To keep real estate tax revenues at last year’s level, Chesterfield County’s Board of Supervisors will have to increase the tax rate by at least 5 cents this year, according to information from the county.

The assessed value of all real estate in Chesterfield County dropped 3.9 percent during 2009, according to the county’s Department of Real Estate Assessments. The declined value of all property in the county represents the net effect of: a 4.8 percent, or $1.3 billion, reduction in the overall value of existing residential properties; a 6.4 percent, or $418 million, drop in the overall value of existing commercial properties; and a 1.2 percent, or $400 million, increase from new construction added throughout the year.
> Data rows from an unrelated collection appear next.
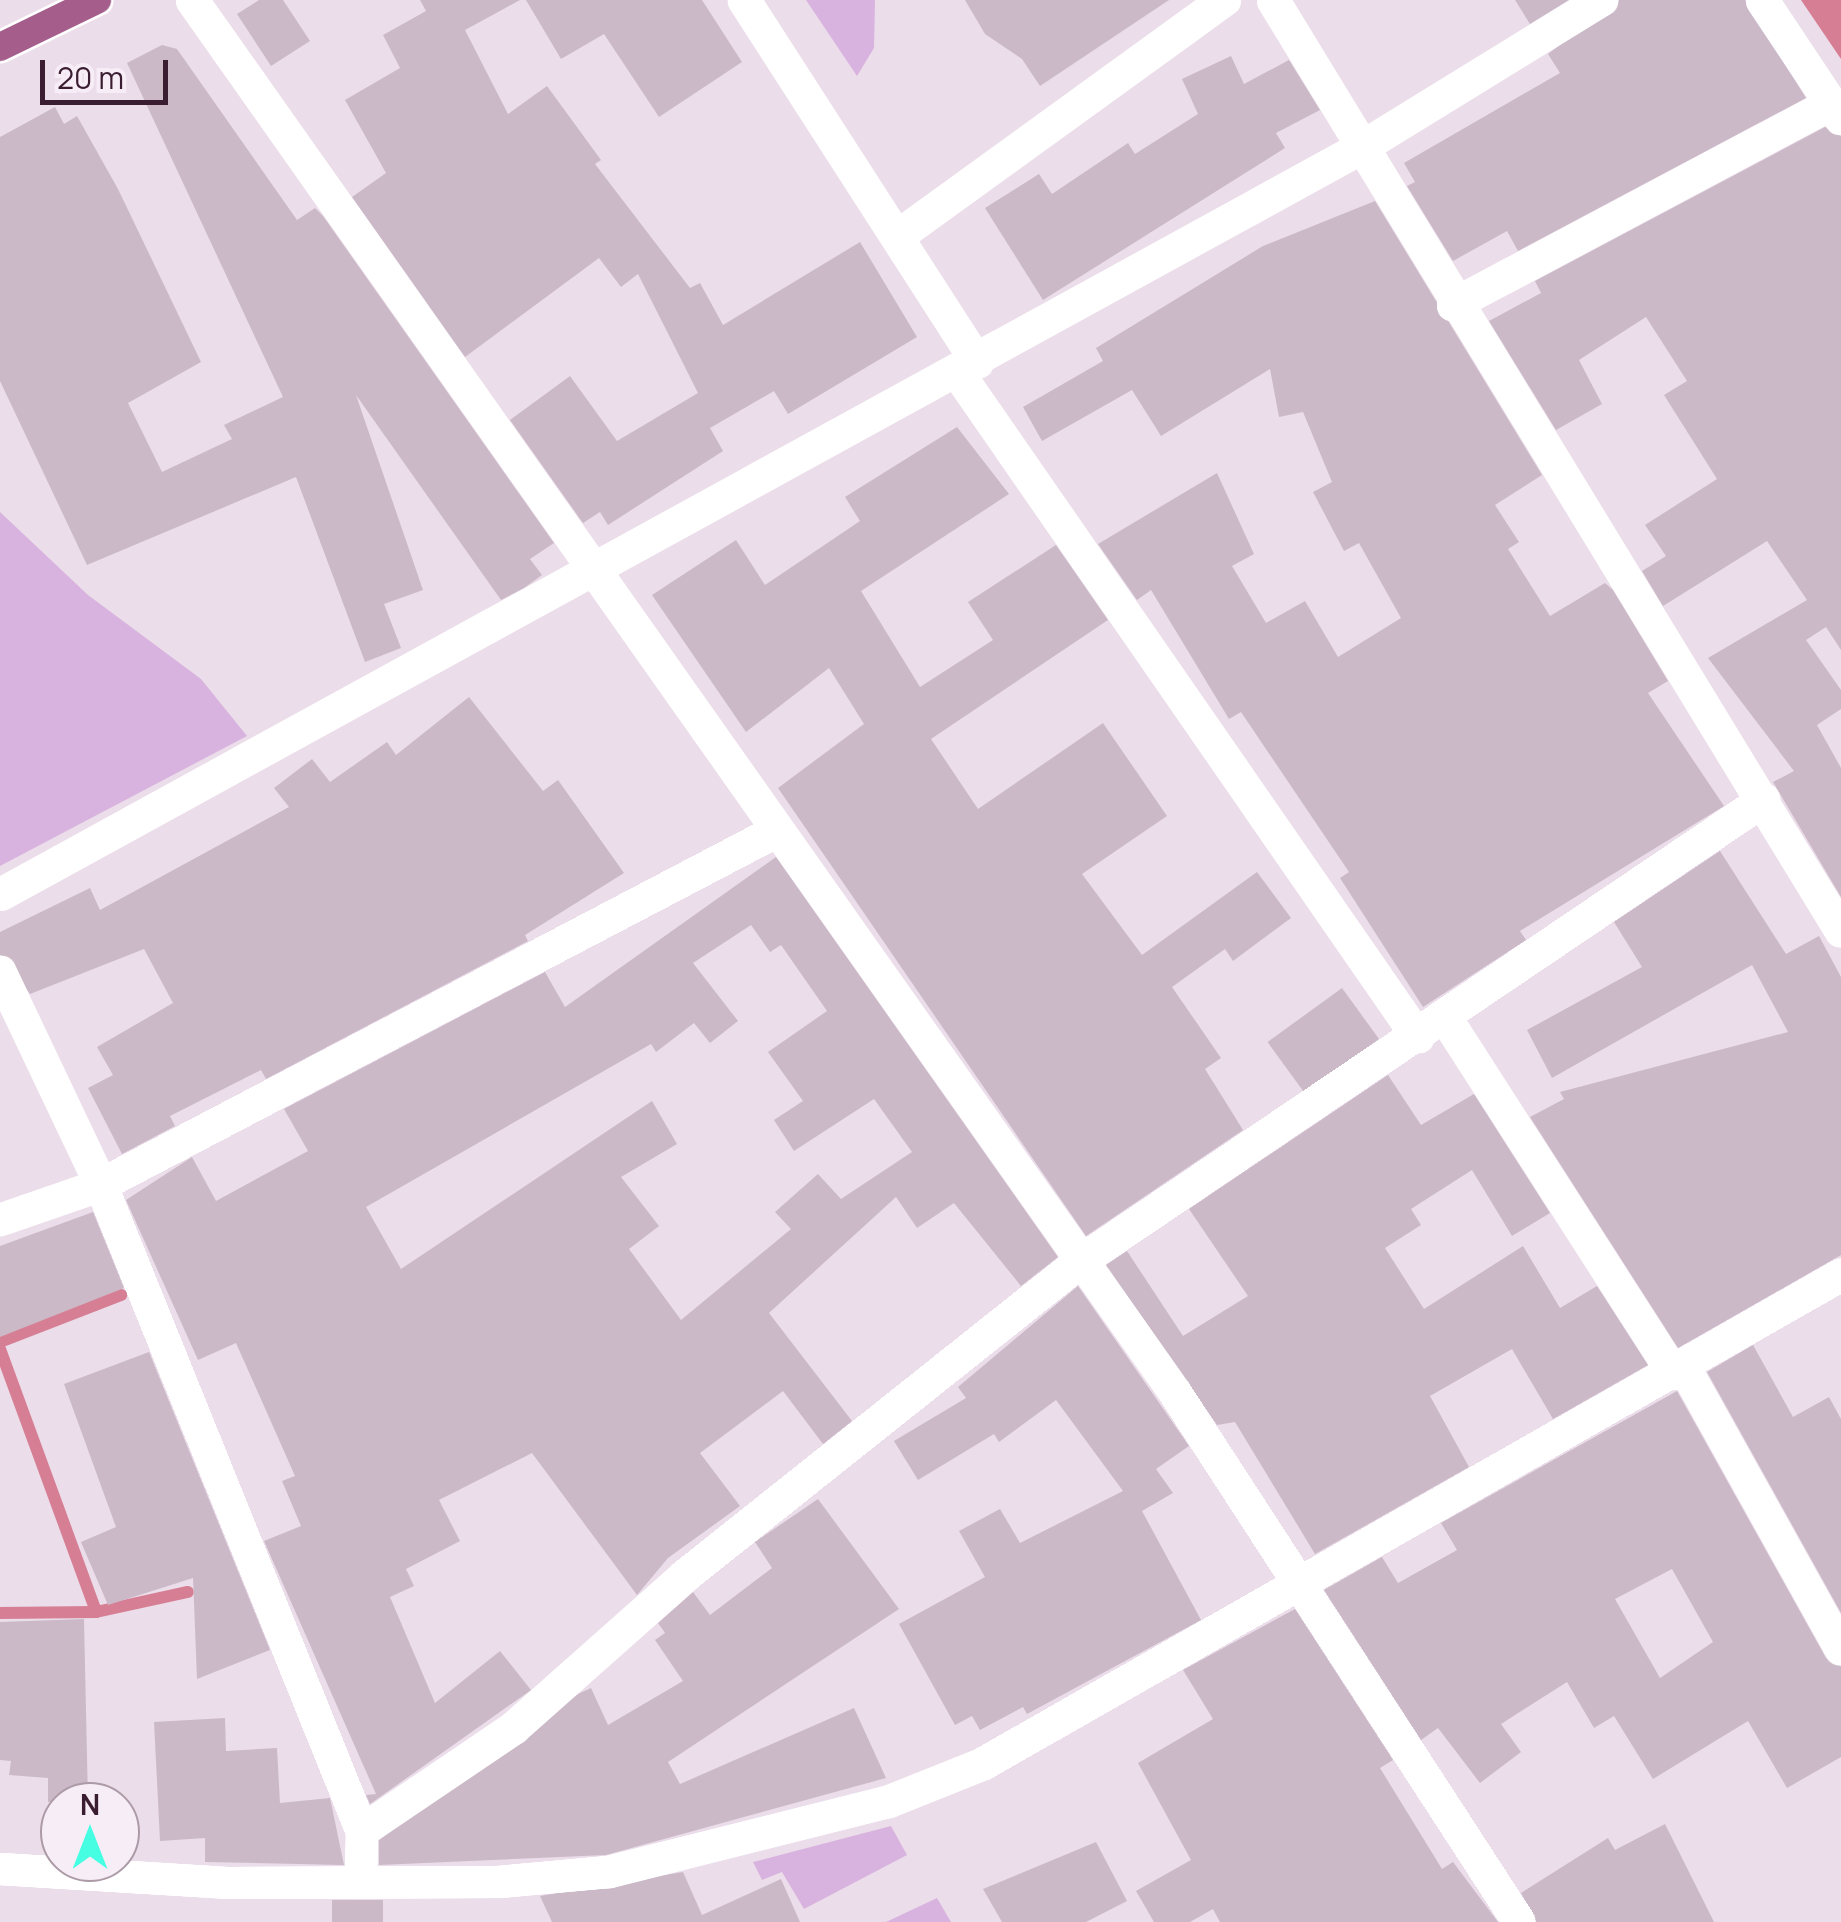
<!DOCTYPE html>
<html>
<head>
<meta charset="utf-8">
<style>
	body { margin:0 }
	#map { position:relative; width:1841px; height:1922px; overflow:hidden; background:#ebdde9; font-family:Manrope,sans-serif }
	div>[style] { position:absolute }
	.green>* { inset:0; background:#d9b3df }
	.water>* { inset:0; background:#d67e94 }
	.stream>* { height:12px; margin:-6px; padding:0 6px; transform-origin:6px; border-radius:6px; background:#d67e94 }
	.building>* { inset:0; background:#cbb9c8; transform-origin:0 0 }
	.roads { filter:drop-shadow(2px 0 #fff) drop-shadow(-2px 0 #fff) drop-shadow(0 2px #fff) drop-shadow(0 -2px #fff) }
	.minor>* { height:28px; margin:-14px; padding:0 14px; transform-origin:14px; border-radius:14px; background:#fff }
	.tertiary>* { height:28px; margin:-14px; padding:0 14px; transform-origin:14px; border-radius:14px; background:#fff }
	.primary>* { height:28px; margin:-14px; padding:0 14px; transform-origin:14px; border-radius:14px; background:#a55d8c }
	span { translate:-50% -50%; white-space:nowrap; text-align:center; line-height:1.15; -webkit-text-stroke:8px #f7edf6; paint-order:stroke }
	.north { position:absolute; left:40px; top:1782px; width:100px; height:100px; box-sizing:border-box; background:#f7edf6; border:2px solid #ac9aa7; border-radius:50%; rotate:0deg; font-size:28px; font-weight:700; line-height:40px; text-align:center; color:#3b1d31 }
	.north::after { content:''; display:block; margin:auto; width:35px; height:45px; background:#46ffe3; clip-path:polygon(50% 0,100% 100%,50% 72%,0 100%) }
	.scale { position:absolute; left:40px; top:60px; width:128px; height:45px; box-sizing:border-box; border:5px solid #3b1d31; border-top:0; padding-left:12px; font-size:30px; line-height:35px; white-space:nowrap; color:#3b1d31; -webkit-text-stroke:8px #f7edf6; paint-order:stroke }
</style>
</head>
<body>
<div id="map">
	<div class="green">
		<div style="clip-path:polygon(806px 0,875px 0,874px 48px,857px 76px)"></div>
		<div style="clip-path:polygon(0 512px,88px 595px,201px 679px,247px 736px,0 866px)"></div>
		<div style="clip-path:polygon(891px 1826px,907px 1855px,804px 1909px,782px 1872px,762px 1880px,753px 1862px)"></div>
		<div style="clip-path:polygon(937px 1898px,951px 1922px,886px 1922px)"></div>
	</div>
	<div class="water">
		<div style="clip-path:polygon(1801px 0,1841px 0,1841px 59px)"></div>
	</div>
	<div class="stream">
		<div style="left:0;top:1342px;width:130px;rotate:-21.2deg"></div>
		<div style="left:0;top:1349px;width:280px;rotate:69.9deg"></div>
		<div style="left:96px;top:1612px;width:94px;rotate:-12.3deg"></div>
		<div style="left:0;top:1613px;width:96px;rotate:-0.6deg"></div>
	</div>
	<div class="building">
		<div style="clip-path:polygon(259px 0,283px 0,310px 41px,271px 66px,237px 14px)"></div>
		<div style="clip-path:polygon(420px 0,520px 0,465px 30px,508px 114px,547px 86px,601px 160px,595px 164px,690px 288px,700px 283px,723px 325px,860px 242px,917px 337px,788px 414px,774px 391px,710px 428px,723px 451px,608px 525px,600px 512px,583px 523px,510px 420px,570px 376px,617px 441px,698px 393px,638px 274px,621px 287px,599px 258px,465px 357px,352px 197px,386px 173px,345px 100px,400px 68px,383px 35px,426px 11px)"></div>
		<div style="clip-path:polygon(526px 0,702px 0,742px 62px,659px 117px,604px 34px,561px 59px)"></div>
		<div style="clip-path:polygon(965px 0,1169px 0,1040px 86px,1022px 59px,985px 34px)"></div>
		<div style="clip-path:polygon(1515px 0,1569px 0,1530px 24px)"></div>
		<div style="clip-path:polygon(1619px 0,1745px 0,1806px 98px,1518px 251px,1507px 231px,1453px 261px,1407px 186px,1415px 182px,1404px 163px,1560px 73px,1548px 54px)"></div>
		<div style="clip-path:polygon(162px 45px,177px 49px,297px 220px,315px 208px,323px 216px,554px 543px,530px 559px,542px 575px,524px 588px,501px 600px,356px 395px,423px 590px,384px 604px,401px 648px,365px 662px,296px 477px,87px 565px,0 381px,0 137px,55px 107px,64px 124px,77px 116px,118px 189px,201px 362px,128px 403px,162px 472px,232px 439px,224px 425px,283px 397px,127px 63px)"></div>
		<div style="clip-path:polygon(1231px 56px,1244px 84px,1289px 60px,1320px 110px,1276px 133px,1285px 148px,1043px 300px,985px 208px,1039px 174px,1052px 194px,1128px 143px,1135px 154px,1198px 114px,1182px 79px)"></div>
		<div style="clip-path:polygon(1825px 127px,1841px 136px,1841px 650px,1826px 627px,1806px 640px,1841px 690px,1841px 709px,1817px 725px,1841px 768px,1841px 897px,1773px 782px,1794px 771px,1708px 658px,1807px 600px,1767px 541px,1663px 606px,1642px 571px,1666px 556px,1645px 525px,1717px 479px,1664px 395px,1687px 381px,1646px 317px,1579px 360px,1602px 404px,1556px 430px,1489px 321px,1541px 293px,1535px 281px)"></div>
		<div style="clip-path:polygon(1375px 201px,1542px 475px,1495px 505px,1519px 542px,1508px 549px,1550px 616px,1605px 583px,1613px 590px,1668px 681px,1648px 693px,1724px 806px,1520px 931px,1526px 940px,1423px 1007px,1340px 878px,1349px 872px,1241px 712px,1229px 719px,1151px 590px,1137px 600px,1098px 544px,1217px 473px,1254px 554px,1232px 566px,1266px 623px,1305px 601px,1338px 657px,1401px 618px,1359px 543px,1344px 551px,1313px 492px,1332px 482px,1303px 412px,1279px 417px,1270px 369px,1161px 436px,1132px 390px,1042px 441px,1023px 407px,1103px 361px,1096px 348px,1263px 246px)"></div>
		<div style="clip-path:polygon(957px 427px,1009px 494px,861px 591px,920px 687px,993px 640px,968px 602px,1056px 545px,1108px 620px,931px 739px,978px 809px,1103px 723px,1167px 816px,1082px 874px,1142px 955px,1257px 872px,1291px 918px,1233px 961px,1225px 949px,1172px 987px,1221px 1058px,1205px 1069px,1243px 1130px,1086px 1236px,778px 788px,864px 724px,829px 668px,746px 732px,652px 595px,736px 540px,765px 585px,860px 521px,845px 497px)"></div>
		<div style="clip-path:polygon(469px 697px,543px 791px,558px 780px,624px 873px,525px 935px,528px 941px,266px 1079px,261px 1070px,170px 1116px,175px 1126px,122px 1154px,88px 1088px,113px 1075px,97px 1047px,173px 1003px,144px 949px,30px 994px,0 955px,0 932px,90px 888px,100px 910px,289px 807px,274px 788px,312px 759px,330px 782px,387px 742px,396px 755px)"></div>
		<div style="clip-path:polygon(1720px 851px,1786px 954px,1819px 936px,1841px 977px,1841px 1255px,1678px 1348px,1530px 1117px,1564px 1099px,1560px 1092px,1788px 1032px,1752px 965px,1552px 1078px,1527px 1030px,1642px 967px,1614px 922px)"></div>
		<div style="clip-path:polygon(evenodd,776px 857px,1058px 1257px,1021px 1286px,954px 1203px,917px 1228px,896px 1197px,769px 1313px,852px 1421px,823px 1444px,783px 1391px,700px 1453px,740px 1506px,668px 1558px,637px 1595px,532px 1453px,439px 1500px,460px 1541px,406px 1569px,414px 1586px,390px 1597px,435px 1703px,500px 1651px,531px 1690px,370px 1804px,366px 1795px,376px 1794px,264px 1541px,301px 1526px,282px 1481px,295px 1476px,236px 1343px,198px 1360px,126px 1200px,192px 1157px,216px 1201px,308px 1151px,284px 1109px,545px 972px,565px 1007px,776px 857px,751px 925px,770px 952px,781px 945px,827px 1011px,768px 1052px,803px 1101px,774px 1120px,794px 1151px,874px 1099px,912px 1152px,841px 1199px,818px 1174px,775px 1212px,791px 1229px,681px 1320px,629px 1249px,659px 1226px,621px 1177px,677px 1144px,652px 1101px,401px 1269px,366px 1207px,651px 1044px,656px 1052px,694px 1023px,710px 1043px,738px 1021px,693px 963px,751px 925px)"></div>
		<div style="left:1342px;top:988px;width:63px;height:92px;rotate:54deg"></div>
		<div style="clip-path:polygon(1388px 1075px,1421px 1125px,1474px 1094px,1550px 1213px,1512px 1236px,1472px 1170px,1411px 1209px,1421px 1225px,1385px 1248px,1424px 1309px,1523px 1246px,1560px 1308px,1597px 1286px,1648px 1365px,1553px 1419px,1512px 1349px,1430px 1396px,1469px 1467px,1315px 1554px,1235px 1422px,1217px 1425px,1106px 1265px,1127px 1251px,1183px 1336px,1248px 1296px,1189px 1209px)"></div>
		<div style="clip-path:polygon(93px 1212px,124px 1288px,0 1337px,0 1246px)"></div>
		<div style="clip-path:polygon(1078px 1286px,1189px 1446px,1156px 1469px,1173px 1493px,1142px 1511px,1201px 1620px,1027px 1714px,1023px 1707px,980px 1730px,972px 1716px,955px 1725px,899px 1624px,985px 1577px,959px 1531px,1000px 1509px,1020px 1543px,1123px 1491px,1056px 1400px,999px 1442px,994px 1434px,918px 1480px,894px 1441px,966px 1398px,958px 1387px)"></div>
		<div style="clip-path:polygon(1753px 1345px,1793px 1417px,1829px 1397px,1841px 1419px,1841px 1613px,1707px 1372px)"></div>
		<div style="clip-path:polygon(149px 1352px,270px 1650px,197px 1679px,193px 1578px,108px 1605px,81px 1542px,116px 1527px,64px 1384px)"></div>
		<div style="clip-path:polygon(evenodd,1677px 1391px,1826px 1658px,1841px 1666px,1841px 1757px,1787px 1788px,1748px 1721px,1653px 1779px,1614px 1716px,1594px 1728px,1567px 1682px,1501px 1724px,1521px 1752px,1480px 1783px,1438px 1728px,1421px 1740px,1324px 1590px,1382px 1557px,1398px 1583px,1457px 1550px,1441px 1523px,1677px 1391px,1672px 1569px,1713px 1642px,1660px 1678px,1615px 1599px,1672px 1569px)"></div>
		<div style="clip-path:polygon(818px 1499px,899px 1609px,668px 1762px,680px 1784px,854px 1708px,886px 1778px,606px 1855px,379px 1865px,379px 1840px,578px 1694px,591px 1688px,608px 1725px,683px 1681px,655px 1640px,665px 1633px,658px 1623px,693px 1592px,710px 1615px,772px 1568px,755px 1542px)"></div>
		<div style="clip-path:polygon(1295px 1609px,1393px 1760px,1380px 1768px,1442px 1869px,1453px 1862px,1498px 1922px,1220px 1922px,1213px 1909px,1190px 1922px,1154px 1922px,1136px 1891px,1191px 1860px,1138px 1763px,1213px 1719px,1183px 1670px)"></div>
		<div style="clip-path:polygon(84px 1619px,88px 1802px,48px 1802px,48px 1778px,9px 1775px,11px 1761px,0 1760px,0 1622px)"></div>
		<div style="clip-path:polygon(225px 1718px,226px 1751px,277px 1748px,280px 1803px,330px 1798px,344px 1865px,205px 1862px,205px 1838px,160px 1841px,154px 1722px)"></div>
		<div style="clip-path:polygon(1665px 1824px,1714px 1922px,1536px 1922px,1521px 1893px,1608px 1838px,1615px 1850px)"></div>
		<div style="clip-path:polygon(1096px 1842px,1127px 1901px,1086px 1922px,1002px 1922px,983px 1889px)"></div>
		<div style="clip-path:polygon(683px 1872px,702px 1915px,781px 1879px,800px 1922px,552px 1922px,540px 1896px)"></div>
		<div style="left:332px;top:1900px;width:51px;height:22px"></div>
	</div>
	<div class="roads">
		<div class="minor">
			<div style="left:192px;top:0;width:1706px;rotate:54.78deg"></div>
			<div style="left:1176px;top:1394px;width:630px;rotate:56.99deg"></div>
			<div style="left:1273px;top:0;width:1091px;rotate:58.61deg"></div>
			<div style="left:1762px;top:0;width:143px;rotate:56.4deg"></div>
			<div style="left:897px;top:237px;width:405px;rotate:-35.9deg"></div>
			<div style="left:1453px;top:305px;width:428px;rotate:-28deg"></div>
			<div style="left:958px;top:373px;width:808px;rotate:55.29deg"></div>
			<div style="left:0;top:895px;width:1553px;rotate:-28.76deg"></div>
			<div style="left:1361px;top:148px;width:283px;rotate:-31.6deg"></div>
			<div style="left:0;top:972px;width:236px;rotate:64.6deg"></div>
			<div style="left:101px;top:1185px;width:697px;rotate:68deg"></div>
			<div style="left:362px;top:1831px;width:46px;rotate:91.2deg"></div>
			<div style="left:1445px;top:1017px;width:424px;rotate:57.3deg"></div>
			<div style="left:0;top:1220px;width:107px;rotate:-19.1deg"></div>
			<div style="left:101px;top:1185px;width:759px;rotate:-27.65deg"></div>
			<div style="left:1684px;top:1367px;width:323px;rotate:60.9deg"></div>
			<div style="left:362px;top:1831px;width:184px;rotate:-34.1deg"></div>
			<div style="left:514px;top:1728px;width:229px;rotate:-41.6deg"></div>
			<div style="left:685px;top:1576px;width:506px;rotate:-38.5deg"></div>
			<div style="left:1081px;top:1261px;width:824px;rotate:-34.02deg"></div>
			<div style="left:0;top:1869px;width:227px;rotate:3.5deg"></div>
			<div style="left:227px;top:1883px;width:272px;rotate:-0.2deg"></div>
			<div style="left:499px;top:1882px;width:110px;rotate:-5.2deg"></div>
			<div style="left:609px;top:1872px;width:288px;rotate:-14.1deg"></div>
			<div style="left:888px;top:1802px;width:102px;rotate:-21.8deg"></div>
			<div style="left:983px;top:1764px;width:988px;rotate:-29.68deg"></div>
		</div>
		<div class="tertiary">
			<div style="left:744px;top:0;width:431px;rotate:57.2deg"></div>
		</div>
		<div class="primary">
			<div style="left:0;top:47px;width:108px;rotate:-25.9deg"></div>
		</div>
	</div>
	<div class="north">N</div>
	<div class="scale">20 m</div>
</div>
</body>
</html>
Despite significant fluctuations in assessed values among residential neighborhoods, approximately 93 percent of county homes experienced reductions in value. Only 3 percent of homes increased in value, and 4 percent remained unchanged.

According to the county’s  fiscal 2009-fiscal 2010 Biennial Financial Plan with fiscal 2010 amendments, total real estate tax revenues were budgeted at $312.4 million in fiscal 2010, which ends June 30. “Residential assessments for the 2009 Land Book, which … sets property values for calendar year 2009 tax billings, declined 1.5 percent,” it says.

“The real estate revenue projections assume a 4.75 percent decrease in residential assessments in calendar year 2010,” it says.

Jonathan P. Davis, director of real estate assessments, said property values are determined by examining the last 12 months of market activity, or sales. Assessors adjust for depreciation and a host of other factors, he said.

Another element of the annual revaluation process is determining the revenue neutral real estate tax rate, which, using the methodology specified in the Code of Virginia, represents what the county’s tax rate should be in order to produce the same amount of real estate revenue as the year before after adjusting for fluctuations in existing property values, according to information from the county.

Chesterfield County’s revenue-neutral rate for tax year 2010 was determined to be $1.01, 6 cents above the county’s current level. This method of calculating the revenue-neutral rate does not consider the value of new construction. When the value of new construction is considered, the rate for tax year 2010 that would generate the same revenue as the 2009 rate, which was 95 cents, would be $1.